(Stored items)
■ ■ ■ ■
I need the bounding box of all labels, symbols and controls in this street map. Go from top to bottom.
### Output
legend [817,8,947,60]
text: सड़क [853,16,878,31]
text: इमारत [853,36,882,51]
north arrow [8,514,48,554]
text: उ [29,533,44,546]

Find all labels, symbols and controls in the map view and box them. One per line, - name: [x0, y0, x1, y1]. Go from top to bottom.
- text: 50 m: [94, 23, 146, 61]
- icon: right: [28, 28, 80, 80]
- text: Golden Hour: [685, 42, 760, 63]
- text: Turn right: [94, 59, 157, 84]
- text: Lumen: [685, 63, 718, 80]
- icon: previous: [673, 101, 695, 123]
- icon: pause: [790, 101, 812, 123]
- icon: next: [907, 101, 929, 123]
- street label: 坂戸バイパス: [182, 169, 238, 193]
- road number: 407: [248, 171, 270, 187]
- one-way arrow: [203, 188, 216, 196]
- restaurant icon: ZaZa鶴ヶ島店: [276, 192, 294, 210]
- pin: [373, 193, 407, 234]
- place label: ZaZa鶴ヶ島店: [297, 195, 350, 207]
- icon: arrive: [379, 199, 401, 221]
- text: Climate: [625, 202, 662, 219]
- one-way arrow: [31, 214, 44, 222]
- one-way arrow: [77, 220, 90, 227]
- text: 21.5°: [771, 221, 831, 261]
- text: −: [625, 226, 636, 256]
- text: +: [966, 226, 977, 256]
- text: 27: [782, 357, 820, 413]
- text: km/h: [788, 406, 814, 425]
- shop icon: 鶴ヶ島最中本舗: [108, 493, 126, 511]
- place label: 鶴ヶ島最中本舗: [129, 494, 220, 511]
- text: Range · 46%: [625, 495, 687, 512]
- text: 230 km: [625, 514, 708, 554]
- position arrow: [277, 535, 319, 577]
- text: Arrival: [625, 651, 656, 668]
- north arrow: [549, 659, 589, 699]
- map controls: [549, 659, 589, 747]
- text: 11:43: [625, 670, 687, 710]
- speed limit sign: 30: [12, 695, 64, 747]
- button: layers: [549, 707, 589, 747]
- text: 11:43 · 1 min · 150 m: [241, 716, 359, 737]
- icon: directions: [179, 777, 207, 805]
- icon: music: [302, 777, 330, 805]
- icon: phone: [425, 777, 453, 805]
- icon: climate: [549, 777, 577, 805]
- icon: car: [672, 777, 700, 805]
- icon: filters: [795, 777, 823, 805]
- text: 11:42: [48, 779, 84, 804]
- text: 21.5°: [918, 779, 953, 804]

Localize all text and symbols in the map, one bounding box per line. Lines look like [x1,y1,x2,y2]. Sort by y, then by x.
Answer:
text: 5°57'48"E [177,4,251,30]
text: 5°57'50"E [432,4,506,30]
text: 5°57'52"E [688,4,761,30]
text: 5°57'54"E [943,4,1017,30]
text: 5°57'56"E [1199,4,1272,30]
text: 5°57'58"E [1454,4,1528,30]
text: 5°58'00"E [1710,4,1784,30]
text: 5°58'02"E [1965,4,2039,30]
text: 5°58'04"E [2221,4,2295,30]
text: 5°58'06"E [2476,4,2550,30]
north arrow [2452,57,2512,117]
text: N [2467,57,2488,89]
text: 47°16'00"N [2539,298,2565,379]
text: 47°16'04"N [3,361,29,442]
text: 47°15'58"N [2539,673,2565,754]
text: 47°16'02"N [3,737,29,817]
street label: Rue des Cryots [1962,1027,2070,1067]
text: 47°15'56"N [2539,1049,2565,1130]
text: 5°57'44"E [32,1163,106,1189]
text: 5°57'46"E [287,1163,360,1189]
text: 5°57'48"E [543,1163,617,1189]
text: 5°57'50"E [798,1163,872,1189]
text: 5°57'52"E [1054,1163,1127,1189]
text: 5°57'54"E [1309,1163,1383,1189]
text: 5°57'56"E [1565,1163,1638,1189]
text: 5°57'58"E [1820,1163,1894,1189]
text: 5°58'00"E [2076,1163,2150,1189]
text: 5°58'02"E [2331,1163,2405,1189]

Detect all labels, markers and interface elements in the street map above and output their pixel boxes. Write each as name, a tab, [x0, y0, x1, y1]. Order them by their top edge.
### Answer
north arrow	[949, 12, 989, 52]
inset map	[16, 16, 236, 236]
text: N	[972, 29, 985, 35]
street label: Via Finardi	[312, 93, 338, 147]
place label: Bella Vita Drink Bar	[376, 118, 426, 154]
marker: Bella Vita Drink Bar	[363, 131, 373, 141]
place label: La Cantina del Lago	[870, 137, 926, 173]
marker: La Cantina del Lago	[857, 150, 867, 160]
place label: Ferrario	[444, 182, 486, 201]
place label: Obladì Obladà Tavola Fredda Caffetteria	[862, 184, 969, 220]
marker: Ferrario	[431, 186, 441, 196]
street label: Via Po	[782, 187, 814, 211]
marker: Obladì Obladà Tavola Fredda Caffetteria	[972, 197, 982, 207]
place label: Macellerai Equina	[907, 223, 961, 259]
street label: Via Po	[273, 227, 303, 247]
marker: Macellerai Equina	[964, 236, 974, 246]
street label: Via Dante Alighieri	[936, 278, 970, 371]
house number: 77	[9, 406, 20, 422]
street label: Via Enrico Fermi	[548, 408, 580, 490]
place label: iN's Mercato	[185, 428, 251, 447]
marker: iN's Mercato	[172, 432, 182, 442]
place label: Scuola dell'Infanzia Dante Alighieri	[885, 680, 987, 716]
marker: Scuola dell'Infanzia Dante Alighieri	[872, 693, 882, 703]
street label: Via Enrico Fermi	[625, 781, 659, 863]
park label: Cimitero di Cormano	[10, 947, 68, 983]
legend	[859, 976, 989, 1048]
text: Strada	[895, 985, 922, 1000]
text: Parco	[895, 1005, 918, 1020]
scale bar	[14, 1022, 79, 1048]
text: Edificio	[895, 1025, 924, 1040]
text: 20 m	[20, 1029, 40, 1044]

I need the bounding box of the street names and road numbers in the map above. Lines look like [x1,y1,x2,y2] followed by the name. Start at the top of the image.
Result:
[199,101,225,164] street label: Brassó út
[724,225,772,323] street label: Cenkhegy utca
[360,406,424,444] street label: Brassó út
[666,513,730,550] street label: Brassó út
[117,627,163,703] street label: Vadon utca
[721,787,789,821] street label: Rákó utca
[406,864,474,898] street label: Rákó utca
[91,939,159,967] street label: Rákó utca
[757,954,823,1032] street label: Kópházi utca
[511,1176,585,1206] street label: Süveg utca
■ ■ ■ ■
**GOAL OF THE EXERCISE:** The response should be an exact copy of all the records above.

**EXERCISE RESULT:**
I need the bounding box of all labels, symbols and controls in this street map. Go from top to bottom.
### Output
legend [817,8,947,60]
text: सड़क [853,16,878,31]
text: इमारत [853,36,882,51]
north arrow [8,514,48,554]
text: उ [29,533,44,546]

Find all labels, symbols and controls in the map view and box them. One per line, - name: [x0, y0, x1, y1]. Go from top to bottom.
- text: 50 m: [94, 23, 146, 61]
- icon: right: [28, 28, 80, 80]
- text: Golden Hour: [685, 42, 760, 63]
- text: Turn right: [94, 59, 157, 84]
- text: Lumen: [685, 63, 718, 80]
- icon: previous: [673, 101, 695, 123]
- icon: pause: [790, 101, 812, 123]
- icon: next: [907, 101, 929, 123]
- street label: 坂戸バイパス: [182, 169, 238, 193]
- road number: 407: [248, 171, 270, 187]
- one-way arrow: [203, 188, 216, 196]
- restaurant icon: ZaZa鶴ヶ島店: [276, 192, 294, 210]
- pin: [373, 193, 407, 234]
- place label: ZaZa鶴ヶ島店: [297, 195, 350, 207]
- icon: arrive: [379, 199, 401, 221]
- text: Climate: [625, 202, 662, 219]
- one-way arrow: [31, 214, 44, 222]
- one-way arrow: [77, 220, 90, 227]
- text: 21.5°: [771, 221, 831, 261]
- text: −: [625, 226, 636, 256]
- text: +: [966, 226, 977, 256]
- text: 27: [782, 357, 820, 413]
- text: km/h: [788, 406, 814, 425]
- shop icon: 鶴ヶ島最中本舗: [108, 493, 126, 511]
- place label: 鶴ヶ島最中本舗: [129, 494, 220, 511]
- text: Range · 46%: [625, 495, 687, 512]
- text: 230 km: [625, 514, 708, 554]
- position arrow: [277, 535, 319, 577]
- text: Arrival: [625, 651, 656, 668]
- north arrow: [549, 659, 589, 699]
- map controls: [549, 659, 589, 747]
- text: 11:43: [625, 670, 687, 710]
- speed limit sign: 30: [12, 695, 64, 747]
- button: layers: [549, 707, 589, 747]
- text: 11:43 · 1 min · 150 m: [241, 716, 359, 737]
- icon: directions: [179, 777, 207, 805]
- icon: music: [302, 777, 330, 805]
- icon: phone: [425, 777, 453, 805]
- icon: climate: [549, 777, 577, 805]
- icon: car: [672, 777, 700, 805]
- icon: filters: [795, 777, 823, 805]
- text: 11:42: [48, 779, 84, 804]
- text: 21.5°: [918, 779, 953, 804]

Localize all text and symbols in the map, one bounding box per line. Lines look like [x1,y1,x2,y2]. Sort by y, then by x.
Answer:
text: 5°57'48"E [177,4,251,30]
text: 5°57'50"E [432,4,506,30]
text: 5°57'52"E [688,4,761,30]
text: 5°57'54"E [943,4,1017,30]
text: 5°57'56"E [1199,4,1272,30]
text: 5°57'58"E [1454,4,1528,30]
text: 5°58'00"E [1710,4,1784,30]
text: 5°58'02"E [1965,4,2039,30]
text: 5°58'04"E [2221,4,2295,30]
text: 5°58'06"E [2476,4,2550,30]
north arrow [2452,57,2512,117]
text: N [2467,57,2488,89]
text: 47°16'00"N [2539,298,2565,379]
text: 47°16'04"N [3,361,29,442]
text: 47°15'58"N [2539,673,2565,754]
text: 47°16'02"N [3,737,29,817]
street label: Rue des Cryots [1962,1027,2070,1067]
text: 47°15'56"N [2539,1049,2565,1130]
text: 5°57'44"E [32,1163,106,1189]
text: 5°57'46"E [287,1163,360,1189]
text: 5°57'48"E [543,1163,617,1189]
text: 5°57'50"E [798,1163,872,1189]
text: 5°57'52"E [1054,1163,1127,1189]
text: 5°57'54"E [1309,1163,1383,1189]
text: 5°57'56"E [1565,1163,1638,1189]
text: 5°57'58"E [1820,1163,1894,1189]
text: 5°58'00"E [2076,1163,2150,1189]
text: 5°58'02"E [2331,1163,2405,1189]

Detect all labels, markers and interface elements in the street map above and output their pixel boxes. Write each as name, a tab, [x0, y0, x1, y1]. Order them by their top edge.
### Answer
north arrow	[949, 12, 989, 52]
inset map	[16, 16, 236, 236]
text: N	[972, 29, 985, 35]
street label: Via Finardi	[312, 93, 338, 147]
place label: Bella Vita Drink Bar	[376, 118, 426, 154]
marker: Bella Vita Drink Bar	[363, 131, 373, 141]
place label: La Cantina del Lago	[870, 137, 926, 173]
marker: La Cantina del Lago	[857, 150, 867, 160]
place label: Ferrario	[444, 182, 486, 201]
place label: Obladì Obladà Tavola Fredda Caffetteria	[862, 184, 969, 220]
marker: Ferrario	[431, 186, 441, 196]
street label: Via Po	[782, 187, 814, 211]
marker: Obladì Obladà Tavola Fredda Caffetteria	[972, 197, 982, 207]
place label: Macellerai Equina	[907, 223, 961, 259]
street label: Via Po	[273, 227, 303, 247]
marker: Macellerai Equina	[964, 236, 974, 246]
street label: Via Dante Alighieri	[936, 278, 970, 371]
house number: 77	[9, 406, 20, 422]
street label: Via Enrico Fermi	[548, 408, 580, 490]
place label: iN's Mercato	[185, 428, 251, 447]
marker: iN's Mercato	[172, 432, 182, 442]
place label: Scuola dell'Infanzia Dante Alighieri	[885, 680, 987, 716]
marker: Scuola dell'Infanzia Dante Alighieri	[872, 693, 882, 703]
street label: Via Enrico Fermi	[625, 781, 659, 863]
park label: Cimitero di Cormano	[10, 947, 68, 983]
legend	[859, 976, 989, 1048]
text: Strada	[895, 985, 922, 1000]
text: Parco	[895, 1005, 918, 1020]
scale bar	[14, 1022, 79, 1048]
text: Edificio	[895, 1025, 924, 1040]
text: 20 m	[20, 1029, 40, 1044]

I need the bounding box of the street names and road numbers in the map above. Lines look like [x1,y1,x2,y2] followed by the name. Start at the top of the image.
Result:
[199,101,225,164] street label: Brassó út
[724,225,772,323] street label: Cenkhegy utca
[360,406,424,444] street label: Brassó út
[666,513,730,550] street label: Brassó út
[117,627,163,703] street label: Vadon utca
[721,787,789,821] street label: Rákó utca
[406,864,474,898] street label: Rákó utca
[91,939,159,967] street label: Rákó utca
[757,954,823,1032] street label: Kópházi utca
[511,1176,585,1206] street label: Süveg utca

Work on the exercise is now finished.